** Exercise requirements **
Among the entries below, find the line with "0,314px 0,391px 213px,341px", then quote it and each following line up to and including the line with "258px,475px 449px,387px 480px,370px", and nothing else.

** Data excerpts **

################

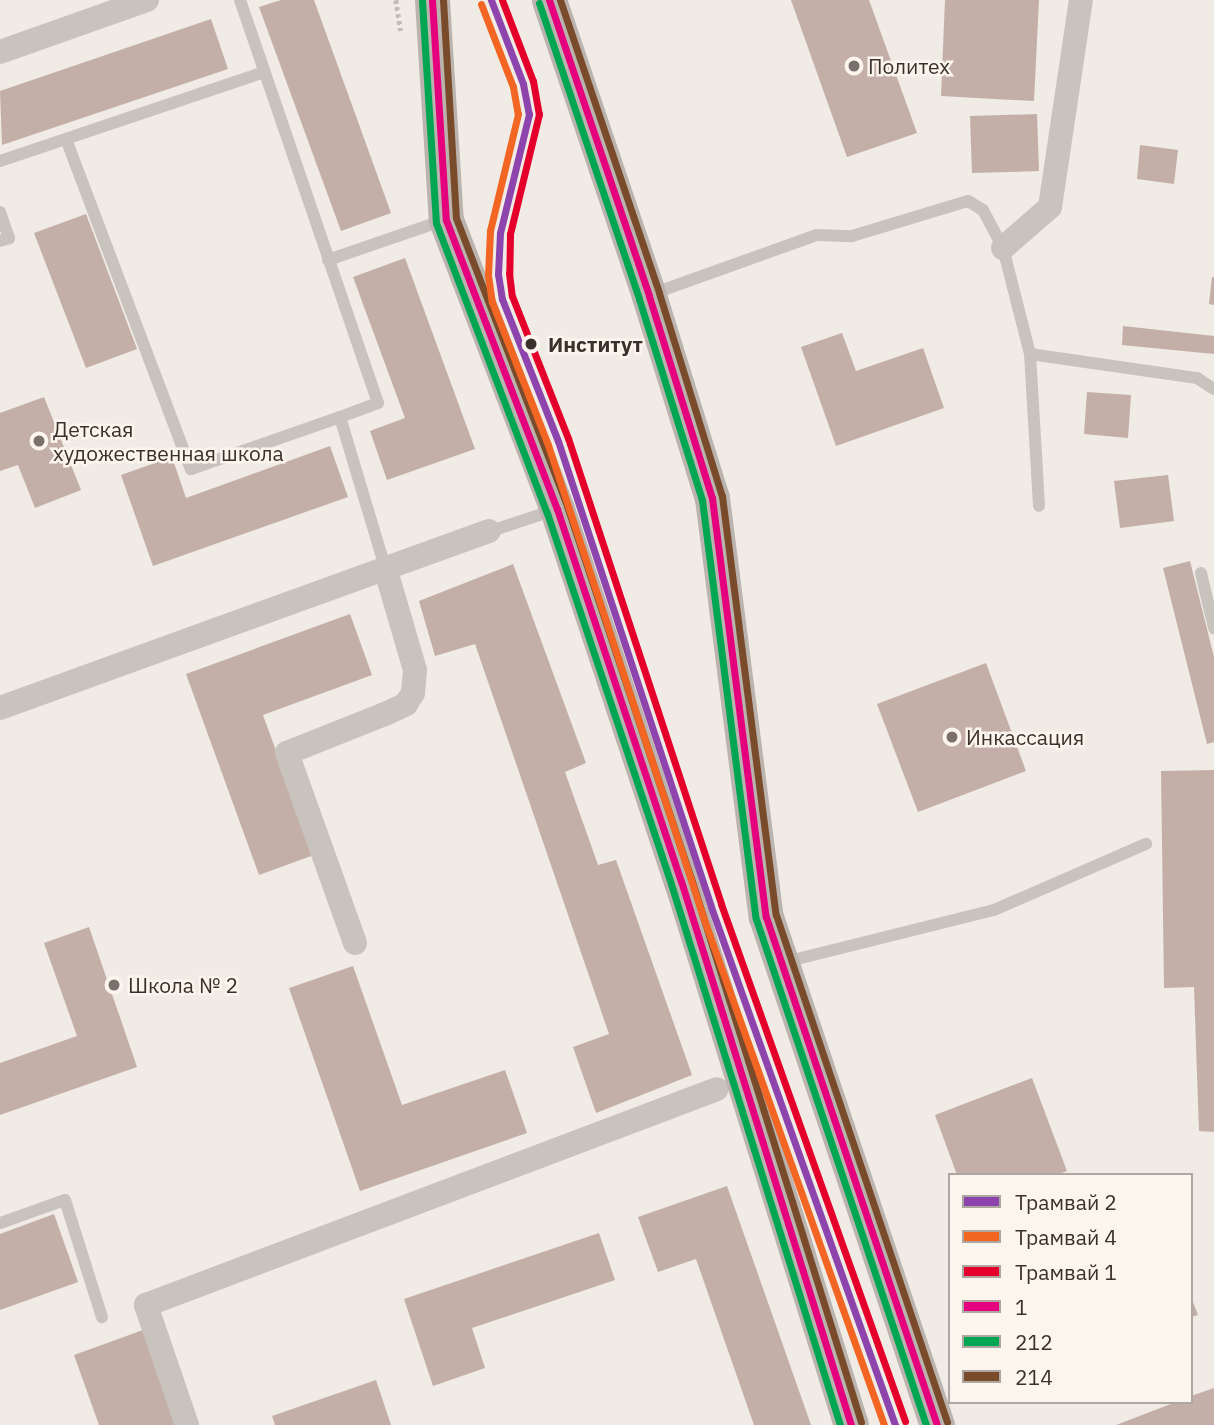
<!DOCTYPE html>
<meta charset="utf-8">
<style>
body{margin:0}
#map{position:relative;width:1214px;height:1425px;overflow:hidden;background:#f0ebe5;font-family:"IBM Plex Sans",sans-serif}
div>[style]{position:absolute}
.building>*{inset:0;background:#c3afa7}
.path>*{height:4.5px;margin-top:-2.25px;transform-origin:0;background:repeating-linear-gradient(90deg,#c2bbb6 0 3.5px,transparent 0 7px)}
.service>*{height:12px;margin:-6px;padding:0 6px;transform-origin:6px;border-radius:6px;background:#c9c3be}
.minor>*{height:24px;margin:-12px;padding:0 12px;transform-origin:12px;border-radius:12px;background:#c9c3be}
.secondary>*{height:35px;margin:-17.5px;padding:0 17.5px;transform-origin:17.5px;border-radius:17.5px;background:#bab3ae}
.bus-1>*{height:7px;margin:-3.5px;padding:0 3.5px;transform-origin:3.5px;border-radius:3.5px;background:#e5007d}
.bus-2>*{height:7px;margin:-3.5px;padding:0 3.5px;transform-origin:3.5px;border-radius:3.5px;background:#00a651}
.bus-3>*{height:7px;margin:-3.5px;padding:0 3.5px;transform-origin:3.5px;border-radius:3.5px;background:#7a4b2a}
.tram-1>*{height:7px;margin:-3.5px;padding:0 3.5px;transform-origin:3.5px;border-radius:3.5px;background:#8e44ad}
.tram-2>*{height:7px;margin:-3.5px;padding:0 3.5px;transform-origin:3.5px;border-radius:3.5px;background:#f26522}
.tram-3>*{height:7px;margin:-3.5px;padding:0 3.5px;transform-origin:3.5px;border-radius:3.5px;background:#e4002b}
.dots>*{width:19px;height:19px;translate:-50% -50%;box-sizing:border-box;border:4px solid #fbf5ee;border-radius:50%}
span{translate:-50% -50%;white-space:nowrap;text-align:center;line-height:1.15;-webkit-text-stroke:5px #fbf5ee;paint-order:stroke}
.poi-label{font-size:21px;color:#3b302b}
.left{translate:0 -50%;text-align:left}
.stop-label{font-size:21px;color:#3b302b;font-weight:700}
.legend{position:absolute;left:948px;top:1173px;width:245px;height:231px;box-sizing:border-box;background:#fbf5ee;border:2px solid #aea6a0;margin:0;padding:9px 12px;list-style:none;font-size:21px;color:#3b302b}
.legend li{display:flex;align-items:center;gap:14px;height:35px}
.legend b{width:35px;border:2px solid #aea6a0}
</style>
<div id="map">
<div class="building">
<div style="clip-path:polygon(281px 0,314px 0,391px 213px,341px 231px,259px 7px)"></div>
<div style="clip-path:polygon(791px 0,869px 0,917px 133px,847px 157px)"></div>
<div style="clip-path:polygon(945px 0,1039px 0,1034px 101px,941px 96px)"></div>
<div style="clip-path:polygon(211px 19px,228px 69px,2px 145px,0 91px)"></div>
<div style="clip-path:polygon(1037px 114px,1039px 171px,972px 173px,970px 116px)"></div>
<div style="clip-path:polygon(1140px 145px,1178px 150px,1174px 184px,1137px 179px)"></div>
<div style="clip-path:polygon(86px 214px,137px 349px,86px 368px,34px 233px)"></div>
<div style="clip-path:polygon(405px 258px,475px 449px,387px 480px,370px 431px,405px 418px,353px 277px)"></div>
<div style="clip-path:polygon(1212px 277px,1214px 277px,1214px 305px,1209px 304px)"></div>
<div style="clip-path:polygon(1123px 326px,1214px 336px,1214px 354px,1122px 345px)"></div>
<div style="clip-path:polygon(842px 333px,856px 371px,923px 348px,944px 408px,836px 446px,801px 347px)"></div>
<div style="clip-path:polygon(1087px 392px,1131px 395px,1128px 438px,1084px 434px)"></div>
<div style="clip-path:polygon(44px 397px,81px 490px,35px 508px,18px 465px,0 471px,0 413px)"></div>
<div style="clip-path:polygon(330px 446px,348px 497px,153px 566px,121px 475px,172px 457px,186px 498px)"></div>
<div style="clip-path:polygon(1168px 475px,1174px 521px,1120px 528px,1114px 481px)"></div>
<div style="clip-path:polygon(1190px 561px,1214px 657px,1214px 742px,1207px 744px,1163px 568px)"></div>
<div style="clip-path:polygon(513px 564px,586px 763px,565px 772px,598px 865px,616px 860px,692px 1075px,596px 1113px,573px 1047px,609px 1034px,475px 644px,435px 656px,419px 601px)"></div>
<div style="clip-path:polygon(350px 614px,372px 675px,263px 715px,314px 855px,259px 875px,186px 674px)"></div>
<div style="clip-path:polygon(986px 663px,1026px 771px,918px 812px,877px 704px)"></div>
<div style="clip-path:polygon(1214px 770px,1214px 1132px,1199px 1131px,1194px 987px,1164px 988px,1161px 771px)"></div>
<div style="clip-path:polygon(89px 927px,137px 1067px,0 1115px,0 1063px,77px 1036px,44px 943px)"></div>
<div style="clip-path:polygon(353px 966px,402px 1105px,505px 1070px,527px 1133px,360px 1191px,289px 988px)"></div>
<div style="clip-path:polygon(1032px 1078px,1067px 1171px,1056px 1175px,957px 1175px,935px 1115px)"></div>
<div style="clip-path:polygon(727px 1186px,811px 1425px,754px 1425px,696px 1259px,658px 1272px,638px 1217px)"></div>
<div style="clip-path:polygon(54px 1214px,78px 1282px,0 1310px,0 1234px)"></div>
<div style="clip-path:polygon(599px 1233px,615px 1280px,472px 1328px,485px 1368px,433px 1386px,404px 1299px)"></div>
<div style="clip-path:polygon(1191px 1297px,1198px 1315px,1191px 1317px)"></div>
<div style="clip-path:polygon(143px 1330px,177px 1425px,99px 1425px,74px 1355px)"></div>
<div style="clip-path:polygon(376px 1380px,391px 1425px,275px 1425px,272px 1416px)"></div>
<div style="clip-path:polygon(1214px 1388px,1214px 1425px,1116px 1425px,1176px 1402px,1191px 1402px,1191px 1396px)"></div>
</div>
<div class="path">
<div style="left:396px;top:0;width:31px;rotate:81deg"></div>
</div>
<div class="service">
<div style="left:240px;top:0;width:426px;rotate:71.1deg"></div>
<div style="left:378px;top:403px;width:40px;rotate:159.8deg"></div>
<div style="left:340px;top:417px;width:160px;rotate:73.3deg"></div>
<div style="left:66px;top:139px;width:353px;rotate:69.3deg"></div>
<div style="left:191px;top:469px;width:158px;rotate:-19.2deg"></div>
<div style="left:0;top:161px;width:279px;rotate:-18.6deg"></div>
<div style="left:0;top:212px;width:28px;rotate:71deg"></div>
<div style="left:9px;top:238px;width:9px;rotate:162deg"></div>
<div style="left:328px;top:260px;width:123px;rotate:-19deg"></div>
<div style="left:649px;top:295px;width:178px;rotate:-19.7deg"></div>
<div style="left:817px;top:235px;width:35px;rotate:2deg"></div>
<div style="left:852px;top:236px;width:121px;rotate:-16.8deg"></div>
<div style="left:968px;top:201px;width:17px;rotate:31deg"></div>
<div style="left:983px;top:210px;width:43px;rotate:62.2deg"></div>
<div style="left:1003px;top:248px;width:109px;rotate:75.7deg"></div>
<div style="left:1030px;top:354px;width:169px;rotate:8.2deg"></div>
<div style="left:1197px;top:378px;width:20px;rotate:33deg"></div>
<div style="left:1030px;top:354px;width:152px;rotate:86.6deg"></div>
<div style="left:485px;top:533px;width:73px;rotate:-18.4deg"></div>
<div style="left:1201px;top:573px;width:57px;rotate:76.7deg"></div>
<div style="left:785px;top:962px;width:215px;rotate:-14deg"></div>
<div style="left:994px;top:910px;width:166px;rotate:-23.5deg"></div>
<div style="left:0;top:1223px;width:69px;rotate:-19.5deg"></div>
<div style="left:65px;top:1200px;width:123px;rotate:72.5deg"></div>
</div>
<div class="minor">
<div style="left:0;top:52px;width:156px;rotate:-19.5deg"></div>
<div style="left:1003px;top:248px;width:62px;rotate:-41.1deg"></div>
<div style="left:1050px;top:207px;width:209px;rotate:-81.5deg"></div>
<div style="left:0;top:708px;width:520px;rotate:-19.9deg"></div>
<div style="left:355px;top:943px;width:202px;rotate:-109.7deg"></div>
<div style="left:287px;top:753px;width:105px;rotate:-21.7deg"></div>
<div style="left:385px;top:714px;width:23px;rotate:-25deg"></div>
<div style="left:406px;top:704px;width:13px;rotate:-58deg"></div>
<div style="left:413px;top:693px;width:23px;rotate:-85deg"></div>
<div style="left:415px;top:670px;width:103px;rotate:-106.3deg"></div>
<div style="left:187px;top:1425px;width:127px;rotate:-108.9deg"></div>
<div style="left:146px;top:1305px;width:610px;rotate:-20.72deg"></div>
</div>
<div class="secondary">
<div style="left:432px;top:0;width:220px;rotate:86.4deg"></div>
<div style="left:446px;top:220px;width:310px;rotate:69deg"></div>
<div style="left:557px;top:509px;width:392px;rotate:71.6deg"></div>
<div style="left:681px;top:881px;width:570px;rotate:72.65deg"></div>
<div style="left:549px;top:0;width:312px;rotate:71.3deg"></div>
<div style="left:649px;top:296px;width:212px;rotate:72.7deg"></div>
<div style="left:712px;top:498px;width:422px;rotate:82.7deg"></div>
<div style="left:766px;top:917px;width:536px;rotate:71.4deg"></div>
</div>
<div class="bus-1">
<div style="left:432px;top:0;width:220px;rotate:86.4deg"></div>
<div style="left:446px;top:220px;width:310px;rotate:69deg"></div>
<div style="left:557px;top:509px;width:392px;rotate:71.6deg"></div>
<div style="left:681px;top:881px;width:570px;rotate:72.65deg"></div>
<div style="left:549px;top:0;width:312px;rotate:71.3deg"></div>
<div style="left:649px;top:296px;width:212px;rotate:72.7deg"></div>
<div style="left:712px;top:498px;width:422px;rotate:82.7deg"></div>
<div style="left:766px;top:917px;width:536px;rotate:71.4deg"></div>
</div>
<div class="bus-2">
<div style="left:422px;top:1px;width:222px;rotate:86.4deg"></div>
<div style="left:436px;top:223px;width:311px;rotate:69.1deg"></div>
<div style="left:547px;top:513px;width:391px;rotate:71.5deg"></div>
<div style="left:671px;top:884px;width:567px;rotate:72.65deg"></div>
<div style="left:539px;top:3px;width:312px;rotate:71.3deg"></div>
<div style="left:639px;top:299px;width:211px;rotate:72.6deg"></div>
<div style="left:702px;top:500px;width:422px;rotate:82.7deg"></div>
<div style="left:756px;top:919px;width:534px;rotate:71.43deg"></div>
</div>
<div class="bus-3">
<div style="left:443px;top:0;width:218px;rotate:86.6deg"></div>
<div style="left:456px;top:218px;width:309px;rotate:68.9deg"></div>
<div style="left:567px;top:506px;width:392px;rotate:71.6deg"></div>
<div style="left:691px;top:878px;width:570px;rotate:72.65deg"></div>
<div style="left:560px;top:0;width:309px;rotate:71.3deg"></div>
<div style="left:659px;top:293px;width:213px;rotate:72.8deg"></div>
<div style="left:722px;top:496px;width:422px;rotate:82.7deg"></div>
<div style="left:776px;top:915px;width:535px;rotate:71.36deg"></div>
</div>
<div class="tram-1">
<div style="left:491px;top:0;width:90px;rotate:69.1deg"></div>
<div style="left:523px;top:84px;width:31px;rotate:79deg"></div>
<div style="left:529px;top:114px;width:122px;rotate:103.7deg"></div>
<div style="left:500px;top:233px;width:41px;rotate:92.8deg"></div>
<div style="left:498px;top:274px;width:25px;rotate:81deg"></div>
<div style="left:502px;top:299px;width:153px;rotate:68.5deg"></div>
<div style="left:558px;top:441px;width:490px;rotate:71.8deg"></div>
<div style="left:711px;top:907px;width:550px;rotate:70.44deg"></div>
</div>
<div class="tram-2">
<div style="left:481px;top:4px;width:89px;rotate:68.9deg"></div>
<div style="left:513px;top:87px;width:27px;rotate:80deg"></div>
<div style="left:518px;top:114px;width:120px;rotate:103.5deg"></div>
<div style="left:490px;top:231px;width:44px;rotate:92.6deg"></div>
<div style="left:488px;top:275px;width:27px;rotate:82deg"></div>
<div style="left:492px;top:302px;width:154px;rotate:68.6deg"></div>
<div style="left:548px;top:445px;width:490px;rotate:71.8deg"></div>
<div style="left:701px;top:911px;width:546px;rotate:70.4deg"></div>
</div>
<div class="tram-3">
<div style="left:502px;top:0;width:87px;rotate:69.1deg"></div>
<div style="left:533px;top:81px;width:34px;rotate:80deg"></div>
<div style="left:539px;top:114px;width:123px;rotate:103.6deg"></div>
<div style="left:510px;top:234px;width:39px;rotate:91deg"></div>
<div style="left:509px;top:273px;width:23px;rotate:83deg"></div>
<div style="left:512px;top:296px;width:153px;rotate:68.5deg"></div>
<div style="left:568px;top:438px;width:490px;rotate:71.8deg"></div>
<div style="left:721px;top:904px;width:549px;rotate:70.41deg"></div>
</div>
<div class="dots">
<div style="left:854px;top:66px;background:#7a716c"></div>
<div style="left:531px;top:344px;background:#3b302b"></div>
<div style="left:39px;top:441px;background:#7a716c"></div>
<div style="left:952px;top:737px;background:#7a716c"></div>
<div style="left:114px;top:985px;background:#7a716c"></div>
</div>
<div class="poi-label">
<span class="left" style="left:868px;top:66px">Политех</span>
<span class="left" style="left:53px;top:441px">Детская<br>художественная школа</span>
<span class="left" style="left:966px;top:737px">Инкассация</span>
<span class="left" style="left:128px;top:985px">Школа № 2</span>
</div>
<div class="stop-label">
<span class="left" style="left:548px;top:344px">Институт</span>
</div>
<ul class="legend">
<li><b style="height:9px;background:#8e44ad"></b>Трамвай 2</li>
<li><b style="height:9px;background:#f26522"></b>Трамвай 4</li>
<li><b style="height:9px;background:#e4002b"></b>Трамвай 1</li>
<li><b style="height:9px;background:#e5007d"></b>1</li>
<li><b style="height:9px;background:#00a651"></b>212</li>
<li><b style="height:9px;background:#7a4b2a"></b>214</li>
</ul>
</div>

################

** Result for this task **
<div style="clip-path:polygon(281px 0,314px 0,391px 213px,341px 231px,259px 7px)"></div>
<div style="clip-path:polygon(791px 0,869px 0,917px 133px,847px 157px)"></div>
<div style="clip-path:polygon(945px 0,1039px 0,1034px 101px,941px 96px)"></div>
<div style="clip-path:polygon(211px 19px,228px 69px,2px 145px,0 91px)"></div>
<div style="clip-path:polygon(1037px 114px,1039px 171px,972px 173px,970px 116px)"></div>
<div style="clip-path:polygon(1140px 145px,1178px 150px,1174px 184px,1137px 179px)"></div>
<div style="clip-path:polygon(86px 214px,137px 349px,86px 368px,34px 233px)"></div>
<div style="clip-path:polygon(405px 258px,475px 449px,387px 480px,370px 431px,405px 418px,353px 277px)"></div>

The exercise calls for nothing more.